It’s true that there is deep and horrific poverty in the world. I count my blessings every time I turn on my kitchen faucet and remember that I don’t have to haul water in 10 gallon loads on foot across five miles of gravelly scrub land.
It’s also true that there are many people much worse off than me even in my local community. I still have a roof over my head, electricity, gas heating, even internet access and satellite television.
My husband has two jobs, and I have two part time jobs, none with benefits or long term security, but we are managing. Just.
The truth is that I have avoided looking sternly at my own lousy money management. I’ve refused to admit that I am a stupid spendthrift, short sighted, and did I say stupid with money?
So here are some lessons, finally and painfully learnt by me after a lifetime.
1. Save money while you are young.
I was so fortunate when I was starting out in theater in my early twenties, to have a great job at Her Majesty’s Theater in Sydney. I don’t think the old place exists any more, but at the time there was a wonderful sense of continuity for me to be working in the very company in which my mother got her start in musical theatre. I had an inexpensive rented home. Prior to that I had been lucky enough to live rent free for a few years in the small house my mother had bought as an investment property before leaving the country to marry.
Trouble is, I was a party girl. Without many responsibilities other than work, recently divorced, and feeling free and unfettered for the first time in my life, I was determined to enjoy the night club scene with the other beautiful people from the theater world. Late work hours, foolishness and a steady income made a bad combination.
If I had been thinking of the future for a single second I wouldn’t have spent so much of my paycheck on nonsense.
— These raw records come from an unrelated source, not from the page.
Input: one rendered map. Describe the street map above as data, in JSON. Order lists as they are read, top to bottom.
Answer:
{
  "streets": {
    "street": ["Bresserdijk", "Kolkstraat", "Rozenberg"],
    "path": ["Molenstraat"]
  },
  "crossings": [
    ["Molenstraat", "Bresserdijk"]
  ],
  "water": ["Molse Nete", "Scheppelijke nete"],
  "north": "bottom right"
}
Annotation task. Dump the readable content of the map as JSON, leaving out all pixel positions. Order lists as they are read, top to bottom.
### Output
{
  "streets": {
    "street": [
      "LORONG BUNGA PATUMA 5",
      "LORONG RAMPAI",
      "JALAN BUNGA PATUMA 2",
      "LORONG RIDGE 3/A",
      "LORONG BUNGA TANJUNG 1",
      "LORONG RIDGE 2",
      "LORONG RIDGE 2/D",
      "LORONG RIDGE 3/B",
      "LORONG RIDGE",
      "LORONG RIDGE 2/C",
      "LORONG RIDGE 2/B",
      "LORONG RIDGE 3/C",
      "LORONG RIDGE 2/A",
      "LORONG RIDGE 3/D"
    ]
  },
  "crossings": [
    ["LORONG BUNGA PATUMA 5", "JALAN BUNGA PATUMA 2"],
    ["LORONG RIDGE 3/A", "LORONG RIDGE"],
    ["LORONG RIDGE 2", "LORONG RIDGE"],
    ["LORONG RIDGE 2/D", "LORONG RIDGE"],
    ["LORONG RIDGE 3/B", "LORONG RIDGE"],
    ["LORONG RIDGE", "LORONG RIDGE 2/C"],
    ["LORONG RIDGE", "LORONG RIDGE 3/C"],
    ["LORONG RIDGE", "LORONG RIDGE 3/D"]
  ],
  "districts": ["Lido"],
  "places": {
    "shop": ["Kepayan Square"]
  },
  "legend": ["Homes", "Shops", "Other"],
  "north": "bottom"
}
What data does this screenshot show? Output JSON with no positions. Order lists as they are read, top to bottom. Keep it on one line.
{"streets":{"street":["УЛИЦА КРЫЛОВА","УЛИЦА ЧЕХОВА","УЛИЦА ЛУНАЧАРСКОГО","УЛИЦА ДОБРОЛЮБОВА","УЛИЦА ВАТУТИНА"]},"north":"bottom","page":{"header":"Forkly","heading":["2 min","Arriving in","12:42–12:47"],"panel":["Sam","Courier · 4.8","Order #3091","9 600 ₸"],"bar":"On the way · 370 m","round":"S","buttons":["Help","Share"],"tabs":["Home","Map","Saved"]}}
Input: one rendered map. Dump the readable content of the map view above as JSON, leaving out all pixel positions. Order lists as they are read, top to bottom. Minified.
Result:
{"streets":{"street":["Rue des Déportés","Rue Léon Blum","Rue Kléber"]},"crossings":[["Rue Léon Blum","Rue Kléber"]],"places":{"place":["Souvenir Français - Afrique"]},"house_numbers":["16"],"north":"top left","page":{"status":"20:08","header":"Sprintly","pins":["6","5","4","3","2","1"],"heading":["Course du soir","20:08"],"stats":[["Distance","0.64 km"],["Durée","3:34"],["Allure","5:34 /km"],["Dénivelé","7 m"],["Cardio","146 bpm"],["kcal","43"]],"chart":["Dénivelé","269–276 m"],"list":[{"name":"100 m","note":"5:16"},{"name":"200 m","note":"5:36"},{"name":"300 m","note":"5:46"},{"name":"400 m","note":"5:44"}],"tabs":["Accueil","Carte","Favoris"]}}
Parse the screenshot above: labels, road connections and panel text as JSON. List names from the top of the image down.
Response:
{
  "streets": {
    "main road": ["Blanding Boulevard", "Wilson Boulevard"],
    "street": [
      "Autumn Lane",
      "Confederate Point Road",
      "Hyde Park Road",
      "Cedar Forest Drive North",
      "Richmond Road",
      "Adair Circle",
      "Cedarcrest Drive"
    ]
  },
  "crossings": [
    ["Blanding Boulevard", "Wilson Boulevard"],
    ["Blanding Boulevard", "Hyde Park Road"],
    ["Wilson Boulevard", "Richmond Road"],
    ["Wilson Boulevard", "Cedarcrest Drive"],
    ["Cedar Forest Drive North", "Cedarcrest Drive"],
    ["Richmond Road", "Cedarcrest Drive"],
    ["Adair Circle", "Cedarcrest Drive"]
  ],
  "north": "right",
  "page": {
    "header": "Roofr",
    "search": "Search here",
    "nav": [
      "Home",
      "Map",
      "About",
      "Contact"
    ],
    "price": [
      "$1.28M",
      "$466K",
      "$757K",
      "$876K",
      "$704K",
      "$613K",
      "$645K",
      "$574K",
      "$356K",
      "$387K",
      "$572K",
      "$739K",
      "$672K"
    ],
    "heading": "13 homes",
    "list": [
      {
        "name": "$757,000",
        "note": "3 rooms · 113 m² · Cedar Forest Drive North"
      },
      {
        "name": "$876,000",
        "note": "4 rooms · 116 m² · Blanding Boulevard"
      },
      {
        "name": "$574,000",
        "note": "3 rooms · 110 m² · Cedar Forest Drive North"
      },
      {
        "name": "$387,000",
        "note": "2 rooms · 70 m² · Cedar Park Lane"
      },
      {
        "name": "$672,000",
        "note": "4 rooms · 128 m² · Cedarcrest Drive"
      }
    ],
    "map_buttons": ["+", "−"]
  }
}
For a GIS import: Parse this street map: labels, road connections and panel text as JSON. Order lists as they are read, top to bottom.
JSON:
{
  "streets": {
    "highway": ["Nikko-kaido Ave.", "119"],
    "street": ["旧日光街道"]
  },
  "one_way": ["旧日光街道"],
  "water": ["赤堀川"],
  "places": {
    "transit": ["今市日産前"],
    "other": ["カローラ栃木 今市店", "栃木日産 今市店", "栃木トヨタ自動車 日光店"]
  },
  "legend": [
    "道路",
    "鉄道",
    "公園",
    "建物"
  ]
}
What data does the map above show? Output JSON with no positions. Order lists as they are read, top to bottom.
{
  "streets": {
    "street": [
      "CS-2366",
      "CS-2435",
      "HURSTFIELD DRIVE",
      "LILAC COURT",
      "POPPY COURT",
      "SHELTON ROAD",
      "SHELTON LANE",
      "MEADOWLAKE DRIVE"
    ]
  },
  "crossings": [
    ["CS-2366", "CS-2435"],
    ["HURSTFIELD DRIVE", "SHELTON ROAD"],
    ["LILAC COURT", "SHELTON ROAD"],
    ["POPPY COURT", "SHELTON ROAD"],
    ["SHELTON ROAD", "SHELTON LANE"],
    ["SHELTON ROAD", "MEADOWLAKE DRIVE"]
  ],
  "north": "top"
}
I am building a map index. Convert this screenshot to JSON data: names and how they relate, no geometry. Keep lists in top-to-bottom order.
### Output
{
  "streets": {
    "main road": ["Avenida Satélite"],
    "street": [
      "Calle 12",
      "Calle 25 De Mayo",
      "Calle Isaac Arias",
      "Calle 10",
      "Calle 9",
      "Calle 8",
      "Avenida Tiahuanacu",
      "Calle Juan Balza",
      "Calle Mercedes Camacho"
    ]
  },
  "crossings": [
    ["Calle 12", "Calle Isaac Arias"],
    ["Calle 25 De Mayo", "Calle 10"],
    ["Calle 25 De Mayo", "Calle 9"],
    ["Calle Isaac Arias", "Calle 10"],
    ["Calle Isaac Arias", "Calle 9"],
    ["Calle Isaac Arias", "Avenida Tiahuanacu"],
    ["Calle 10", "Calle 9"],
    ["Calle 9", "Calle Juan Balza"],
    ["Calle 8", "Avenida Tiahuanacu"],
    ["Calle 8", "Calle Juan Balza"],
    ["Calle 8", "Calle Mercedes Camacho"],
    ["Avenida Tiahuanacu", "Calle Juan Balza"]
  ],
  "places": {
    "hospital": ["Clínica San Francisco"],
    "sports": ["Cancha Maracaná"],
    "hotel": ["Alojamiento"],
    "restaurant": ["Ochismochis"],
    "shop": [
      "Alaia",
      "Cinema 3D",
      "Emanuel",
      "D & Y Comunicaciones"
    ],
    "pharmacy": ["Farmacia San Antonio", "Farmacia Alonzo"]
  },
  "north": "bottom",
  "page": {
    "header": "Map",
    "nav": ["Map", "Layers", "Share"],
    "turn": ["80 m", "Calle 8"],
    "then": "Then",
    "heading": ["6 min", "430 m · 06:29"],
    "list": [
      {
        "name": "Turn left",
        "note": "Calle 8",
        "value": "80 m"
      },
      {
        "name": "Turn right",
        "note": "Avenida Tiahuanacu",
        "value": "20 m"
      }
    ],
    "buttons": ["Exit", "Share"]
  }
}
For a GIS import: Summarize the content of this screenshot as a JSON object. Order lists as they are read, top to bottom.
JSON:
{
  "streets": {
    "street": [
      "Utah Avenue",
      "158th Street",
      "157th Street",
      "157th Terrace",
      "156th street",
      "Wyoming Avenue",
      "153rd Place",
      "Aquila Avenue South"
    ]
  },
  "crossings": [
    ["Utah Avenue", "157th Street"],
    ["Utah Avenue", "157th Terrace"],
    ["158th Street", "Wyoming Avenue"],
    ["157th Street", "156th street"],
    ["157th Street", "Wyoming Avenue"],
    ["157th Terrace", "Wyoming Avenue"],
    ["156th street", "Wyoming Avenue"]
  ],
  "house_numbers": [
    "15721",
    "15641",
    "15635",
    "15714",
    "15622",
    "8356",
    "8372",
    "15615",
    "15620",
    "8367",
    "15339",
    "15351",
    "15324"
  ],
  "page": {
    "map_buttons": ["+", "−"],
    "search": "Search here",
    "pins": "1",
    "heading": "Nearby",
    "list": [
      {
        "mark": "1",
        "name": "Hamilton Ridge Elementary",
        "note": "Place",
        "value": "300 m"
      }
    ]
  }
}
I could have ventured out once a month and used the rest of my money to create a nest egg that could have earned interest very happily over thirty years.
2. Learn to cook. Learn to love to cook.
I know this sounds like a silly thing, but I have spent most of my adult life avoiding the kitchen. Aside from being the only living person who actually likes my own experimental cooking, I’ve struggled with finding the enjoyment even in the basics. I wish now that I had stayed in home economics in high school, a subject I spurned as lowly status, not being academic enough. Plus I thought I would be able to learn cooking at home. But I never did make any attempt to cook at home. Nor was I invited to be part of domestic tasks, because I was always told that my job was to study. As a result way too much of my money has gone into supporting the restaurant industry.
I used to tell myself that I was too busy, but the fact is I just don’t like it. I don’t mind baking, funnily enough, but you can’t live on cupcakes and gingerbread.
It’s the chopping, the peeling, the fine prep work, that irks me. It’s the recollection of my grandmother whose entrapment in a miserable marriage for 60 years seemed symbolized by her endless pose at the kitchen sink, staring out the window hand washing her china, and boiling vegetables until the life was sucked out of them.
How I love working in the movie business – they feed you every day on a feature film set. Usually at least a continental breakfast, snacks available all day, a catered hot lunch exactly six hours after call time, and if the shoot runs overtime, a second hot meal. Heaven. The perfect job, provided you don’t have a family waiting at home for you to cook for them.
There are great convenience foods around the supermarket these days that were rare when I was young. Skillet meals, steam in the package meals, instant rice. They are somewhat more expensive per serving than starting from scratch. Not as expensive as ordering in Thai food. Not nearly as expensive as going out to eat.
I used to eat at one particular Vegetarian Thai restaurant around the corner from my theater every night. I was the Technical Director then. I would stay at work until opening, then go and eat my favorite dishes, reading a book while there. After a leisurely meal I would return to the theater for curtain, and to get a report. If there were to be any kind of disaster, they knew where I was, and there never was a disaster in my absence.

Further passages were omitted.